The output from this script will be a calibrated target dataset in MeasurementSet format, ready for use with other scripts in this package.
ASKAP data requires extra pre-processing to
- set the instrumental polarisation flux scale to agree with CASA conventions (e.g.
I = (XX + YY)/2), - set the instrumental polarisation axis to align with IAU convention (
XandYreceivers aligned N-S and E-W respectively), and - set the reference frame of the beam phase centre to the correct coordinates (by default the phasecentre is oriented to the mosaicked field centre coordinates).
These corrections should be applied before any further imaging or dynamic spectrum tasks, and are implemented using the FixMS package. You can run both steps with:
dstools-askap-preprocess <MS>
where <MS> is the path to your data in MeasurementSet format.

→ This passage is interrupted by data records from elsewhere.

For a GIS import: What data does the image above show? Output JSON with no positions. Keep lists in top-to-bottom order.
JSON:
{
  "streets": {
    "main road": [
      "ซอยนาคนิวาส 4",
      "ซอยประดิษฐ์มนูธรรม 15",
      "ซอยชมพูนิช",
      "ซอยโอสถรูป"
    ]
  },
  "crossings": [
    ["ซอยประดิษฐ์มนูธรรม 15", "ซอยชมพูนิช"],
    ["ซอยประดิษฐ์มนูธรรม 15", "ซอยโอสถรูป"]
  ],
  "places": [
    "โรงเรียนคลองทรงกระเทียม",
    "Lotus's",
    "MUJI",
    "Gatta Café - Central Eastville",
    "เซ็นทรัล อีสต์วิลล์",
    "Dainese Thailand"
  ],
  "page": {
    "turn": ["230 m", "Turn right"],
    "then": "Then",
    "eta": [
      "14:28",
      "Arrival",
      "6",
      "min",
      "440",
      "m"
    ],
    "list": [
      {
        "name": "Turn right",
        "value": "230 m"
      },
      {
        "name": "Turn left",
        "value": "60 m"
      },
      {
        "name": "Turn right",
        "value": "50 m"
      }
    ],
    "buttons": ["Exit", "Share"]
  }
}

dstools-create-model is a script to image calibrated visibilities with WSclean and produce a model of sources in the field. See the WSclean documentation for further information on imaging modes and parameters.
Run the script with
dstools-create-model <MS>
You can supply further options (see details with dstools-create-model --help) including:
- array configuration and frequency band (to help choose imaging parameters),
- imaging phasecentre,
- mask threshold,
- clean threshold,
- robust parameter,
- maximum clean major cycles,
- maximum clean iterations,
- number of frequency sub-bands to seperately deconvolve,
- and number of polynomial terms used to model spectral structure in MFS deconvolution.
Image and model products will be stored in a directory determined by the --out-dir parameter.
dstools-selfcal is a script to run self-calibration using model visibilities stored in the MODEL_DATA column of your MeasurementSet.
Run the script with
dstools-selfcal <MS>
You can provide further options (see details with dstools-selfcal --help) to:
- solve for phase-only
--calmode por phase and amplitude--calmode apcalibration solutions, - adjust the solution interval with
-i, - solve for gains independently over separate spectral windows with
-n - solve for either polarisation-dependent (
--no-combine-pols) or polarisation-indepdendent (--combine-pols) gains.
dstools-insert-model is a script to predict model images into visibilities stored in the MODEL_DATA column of your MeasurementSet.
dstools-insert-model <MODEL_DIR> <MS>
An interactive viewer will be launched allowing you to draw masks around any portions of the image that you want removed from the model prior to insertion. This is generally where you would remove any model components that are associated with your target of interest. Click to create polygon vertices, then either press x to mask the enclosed region or c to unmask enclosed pixels that have previously been masked. When you are satisfied with the mask close the viewer and the model images will be masked and predicted into visibilities.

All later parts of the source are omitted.